[EXERCISE INPUT — start]

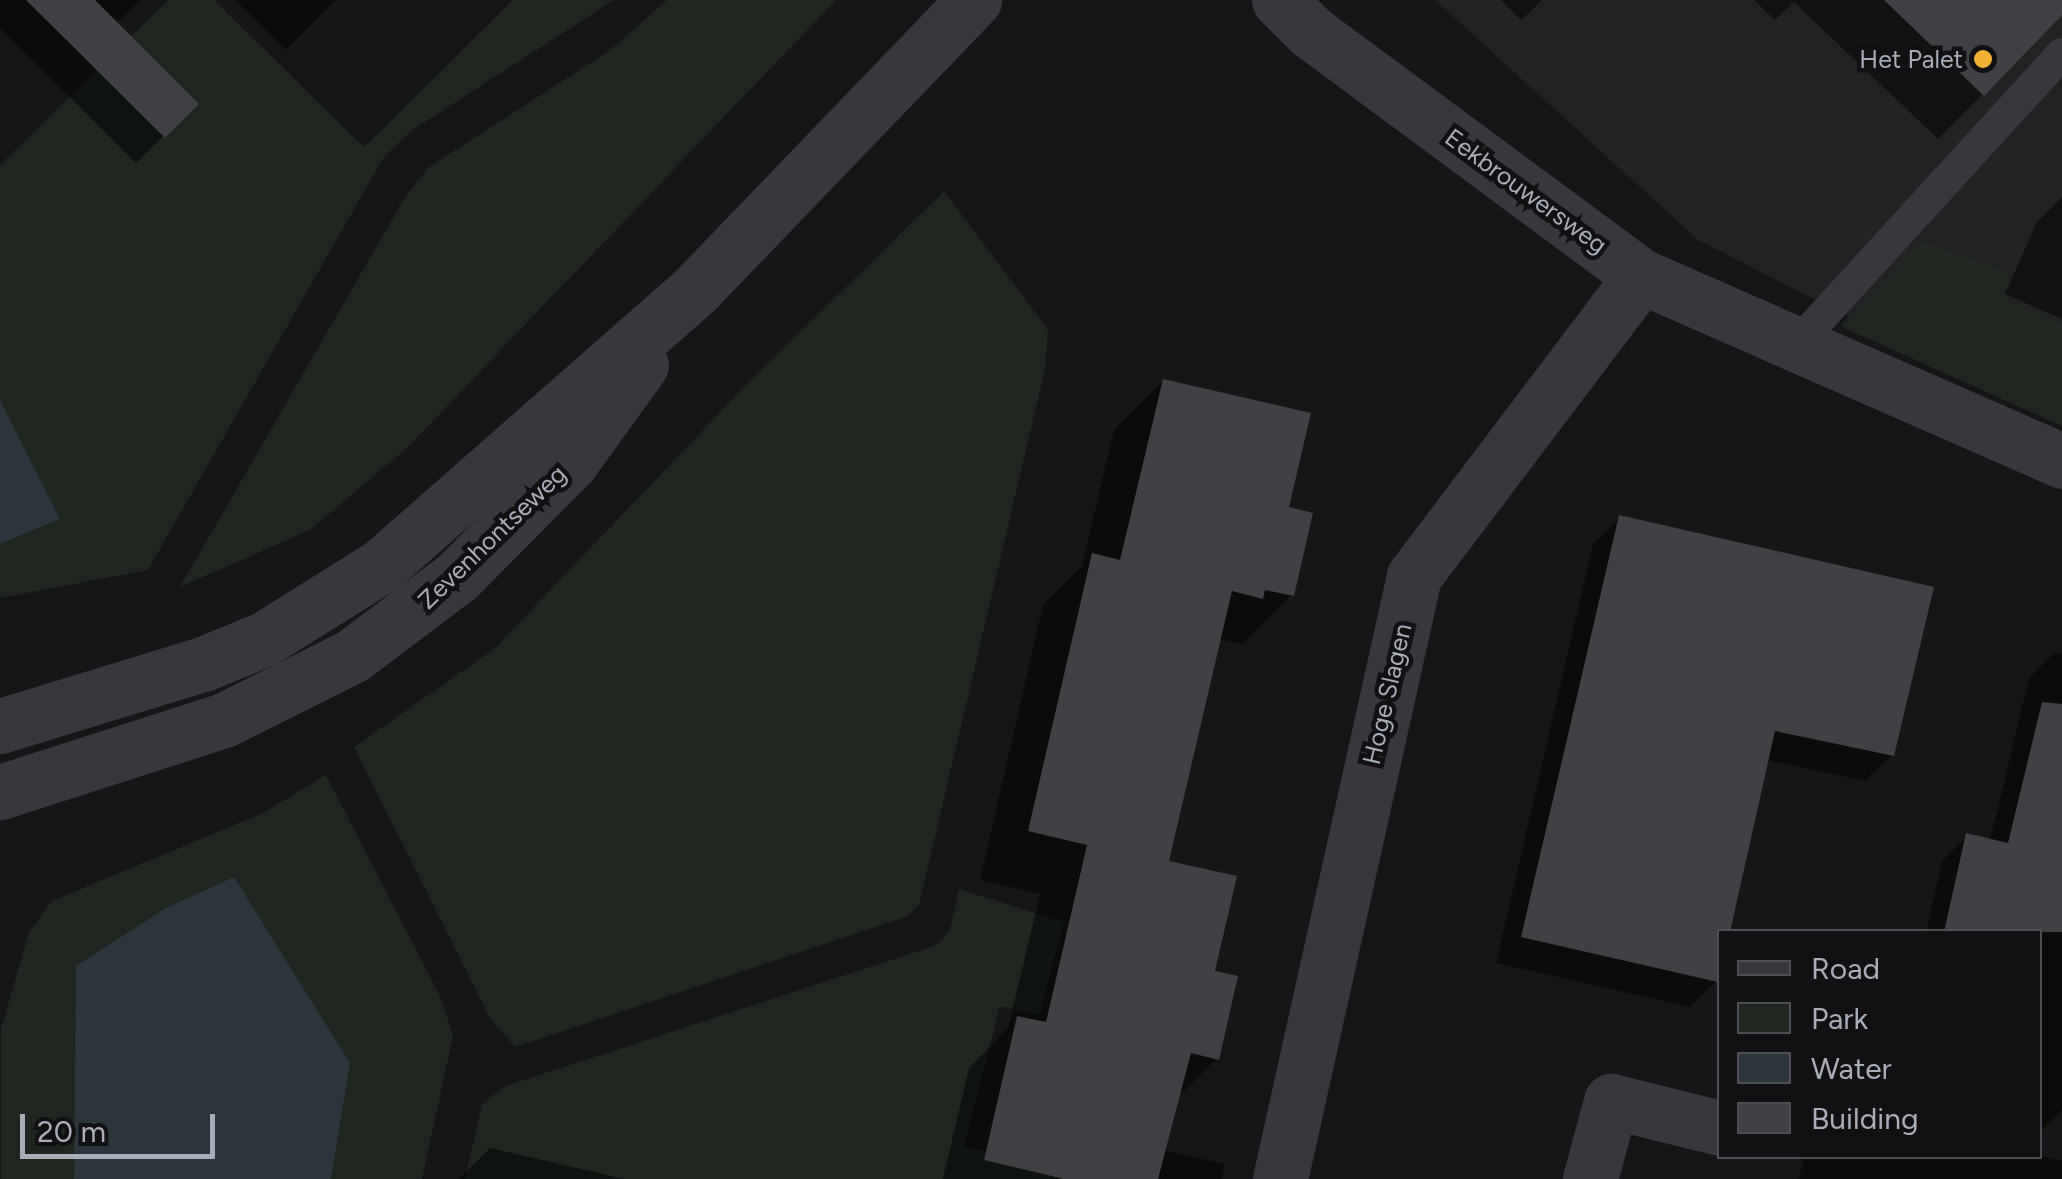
<!DOCTYPE html>
<html>
<head>
<meta charset="utf-8">
<style>
  body { margin:0 }
  #map { position:relative; width:2062px; height:1179px; overflow:hidden; background:#161618; font-family:Figtree,sans-serif }
  div>[style] { position:absolute }
  .built>* { inset:0; background:#222225 }
  .green>* { inset:0; background:#1e261f }
  .water>* { inset:0; background:#2c353c }
  .shadow>* { inset:0; background:#0007 }
  .building>* { inset:0; background:#404145 }
  .service>* { height:32px; margin:-16px; padding:0 16px; transform-origin:16px; border-radius:16px; background:#37383d }
  .minor>* { height:55px; margin:-27.5px; padding:0 27.5px; transform-origin:27.5px; border-radius:27.5px; background:#37383d }
  .tertiary>* { height:55px; margin:-27.5px; padding:0 27.5px; transform-origin:27.5px; border-radius:27.5px; background:#37383d }
  .dots>* { width:28px; height:28px; translate:-50% -50%; box-sizing:border-box; border:5px solid #111113; border-radius:50% }
  span { translate:-50% -50%; white-space:nowrap; text-align:center; line-height:1.15; -webkit-text-stroke:9px #111113; paint-order:stroke }
  .poi-label { font-size:25px; color:#a8adb8 }
  .right { translate:-100% -50%; text-align:right }
  .street-label { font-size:25px; color:#a8adb8 }
  .legend { position:absolute; left:1717px; top:929px; width:325px; height:230px; box-sizing:border-box; background:#111113; border:2px solid #4d4f55; margin:0; padding:12px 18px; list-style:none; font-size:30px; color:#a8adb8 }
  .legend li { display:flex; align-items:center; gap:20px; height:50px }
  .legend b { width:50px; border:2px solid #4d4f55 }
  .scale { position:absolute; left:20px; top:1114px; width:195px; height:45px; box-sizing:border-box; border:5px solid #a8adb8; border-top:0; padding-left:12px; font-size:30px; line-height:35px; white-space:nowrap; color:#a8adb8; -webkit-text-stroke:8px #111113; paint-order:stroke }
</style>
</head>
<body>
<div id="map">
  <div class="built">
    <i style="clip-path:polygon(1435px 0,2062px 0,2062px 425px,1698px 240px)"></i>
  </div>
  <div class="green">
    <i style="clip-path:polygon(168px 0,214px 0,364px 147px,513px 0,614px 0,411px 131px,384px 157px,148px 570px,0 598px,0 544px,59px 519px,0 400px,0 165px)"></i>
    <i style="clip-path:polygon(667px 0,836px 0,408px 447px,310px 530px,180px 587px,405px 197px,429px 167px,609px 51px)"></i>
    <i style="clip-path:polygon(944px 191px,1048px 330px,1045px 369px,919px 905px,908px 916px,515px 1047px,490px 1018px,354px 747px,494px 649px,744px 387px)"></i>
    <i style="clip-path:polygon(1923px 241px,2013px 274px,2002px 296px,2062px 324px,2062px 426px,1840px 326px)"></i>
    <i style="clip-path:polygon(326px 775px,441px 998px,453px 1036px,422px 1179px,331px 1179px,350px 1063px,76px 966px,74px 1179px,1px 1179px,1px 1029px,29px 932px,52px 901px,263px 813px)"></i>
    <i style="clip-path:polygon(959px 889px,1064px 922px,1039px 1015px,1000px 1006px,964px 1146px,1088px 1179px,465px 1179px,482px 1105px,503px 1087px,937px 945px,950px 929px)"></i>
  </div>
  <div class="water">
    <i style="clip-path:polygon(0 400px,60px 519px,0 544px)"></i>
    <i style="clip-path:polygon(234px 877px,350px 1063px,331px 1179px,74px 1179px,76px 966px,166px 908px)"></i>
  </div>
  <div class="shadow">
    <i style="clip-path:polygon(0 0,140px 0,116px 24px,195px 104px,136px 163px,0 28px)"></i>
    <i style="clip-path:polygon(235px 0,335px 0,286px 50px)"></i>
    <i style="clip-path:polygon(1501px 0,1542px 0,1521px 20px)"></i>
    <i style="clip-path:polygon(1754px 0,2028px 0,1983px 94px,1938px 139px,1794px 2px,1775px 20px)"></i>
    <i style="clip-path:polygon(2062px 197px,2062px 319px,2005px 294px,2037px 222px)"></i>
    <i style="clip-path:polygon(1163px 381px,1286px 509px,1291px 595px,1242px 644px,1219px 639px,1166px 862px,1212px 973px,1217px 1058px,1176px 1099px,1163px 1150px,1225px 1164px,1222px 1179px,943px 1179px,969px 1068px,1008px 1028px,1040px 894px,980px 880px,1043px 605px,1082px 566px,1114px 430px)"></i>
    <i style="clip-path:polygon(1620px 518px,1892px 755px,1865px 781px,1766px 760px,1720px 932px,1716px 981px,1690px 1007px,1496px 963px,1593px 544px)"></i>
    <i style="clip-path:polygon(2054px 653px,2062px 654px,2062px 1110px,2040px 1132px,2040px 932px,1926px 932px,1942px 861px,1967px 836px,1990px 841px,2029px 678px)"></i>
    <i style="clip-path:polygon(490px 1148px,625px 1179px,459px 1179px)"></i>
    <i style="clip-path:polygon(1804px 1156px,2040px 1156px,2062px 1161px,2062px 1179px,1799px 1179px)"></i>
  </div>
  <div class="building">
    <i style="clip-path:polygon(26px 0,95px 0,199px 104px,165px 138px)"></i>
    <i style="clip-path:polygon(1884px 0,2062px 0,2062px 15px,1984px 96px)"></i>
    <i style="clip-path:polygon(1163px 379px,1311px 413px,1289px 507px,1313px 513px,1294px 596px,1265px 590px,1263px 599px,1232px 591px,1169px 861px,1237px 876px,1215px 971px,1238px 976px,1219px 1060px,1191px 1053px,1158px 1179px,1064px 1179px,984px 1160px,1017px 1016px,1046px 1022px,1087px 845px,1028px 831px,1092px 553px,1120px 560px)"></i>
    <i style="clip-path:polygon(1619px 515px,1934px 587px,1894px 756px,1775px 731px,1730px 932px,1720px 932px,1718px 982px,1521px 937px)"></i>
    <i style="clip-path:polygon(2042px 702px,2062px 704px,2062px 932px,1944px 932px,1966px 833px,2008px 843px)"></i>
  </div>
  <div class="service">
    <i style="left:1796px;top:345px;width:394px;rotate:-47.6deg"></i>
  </div>
  <div class="minor">
    <i style="left:1279px;top:0;width:45px;rotate:45deg"></i>
    <i style="left:1311px;top:32px;width:410px;rotate:36.5deg"></i>
    <i style="left:1641px;top:276px;width:460px;rotate:23.7deg"></i>
    <i style="left:1280px;top:1179px;width:618px;rotate:-77.47deg"></i>
    <i style="left:1414px;top:576px;width:376px;rotate:-52.9deg"></i>
    <i style="left:1590px;top:1179px;width:81px;rotate:-74.9deg"></i>
    <i style="left:1611px;top:1101px;width:112px;rotate:13.9deg"></i>
  </div>
  <div class="tertiary">
    <i style="left:0;top:726px;width:212px;rotate:-17deg"></i>
    <i style="left:203px;top:664px;width:66px;rotate:-22.3deg"></i>
    <i style="left:264px;top:639px;width:138px;rotate:-32deg"></i>
    <i style="left:381px;top:566px;width:421px;rotate:-41.3deg"></i>
    <i style="left:697px;top:288px;width:400px;rotate:-46.1deg"></i>
    <i style="left:0;top:792px;width:235px;rotate:-17.8deg"></i>
    <i style="left:224px;top:720px;width:143px;rotate:-26.6deg"></i>
    <i style="left:352px;top:656px;width:131px;rotate:-37deg"></i>
    <i style="left:457px;top:577px;width:161px;rotate:-45.3deg"></i>
    <i style="left:570px;top:463px;width:121px;rotate:-54.1deg"></i>
  </div>
  <div class="dots">
    <i style="left:1983px;top:59px;background:#f2b134"></i>
  </div>
  <div class="poi-label">
    <span class="right" style="left:1963px;top:59px">Het Palet</span>
  </div>
  <div class="street-label">
    <span style="left:1526px;top:191px;rotate:36deg">Eekbrouwersweg</span>
    <span style="left:492px;top:537px;rotate:-44deg">Zevenhontseweg</span>
    <span style="left:1387px;top:694px;rotate:-77deg">Hoge Slagen</span>
  </div>
  <ul class="legend">
  <li><b style="height:12px;background:#37383d"></b>Road</li>
  <li><b style="height:28px;background:#1e261f"></b>Park</li>
  <li><b style="height:28px;background:#2c353c"></b>Water</li>
  <li><b style="height:28px;background:#404145"></b>Building</li>
  </ul>
  <div class="scale">20 m</div>
</div>
</body>
</html>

[EXERCISE INPUT — finish]

**DIRECTIONS FOR THIS TASK**
Out of the entries above, write out only the lines between the line holding "0,214px 0,364px 147px,513px" and the line holding "0,836px 0,408px 447px,310px", inclusive, each exactly as given.

**RESULT OF THIS EXERCISE**
    <i style="clip-path:polygon(168px 0,214px 0,364px 147px,513px 0,614px 0,411px 131px,384px 157px,148px 570px,0 598px,0 544px,59px 519px,0 400px,0 165px)"></i>
    <i style="clip-path:polygon(667px 0,836px 0,408px 447px,310px 530px,180px 587px,405px 197px,429px 167px,609px 51px)"></i>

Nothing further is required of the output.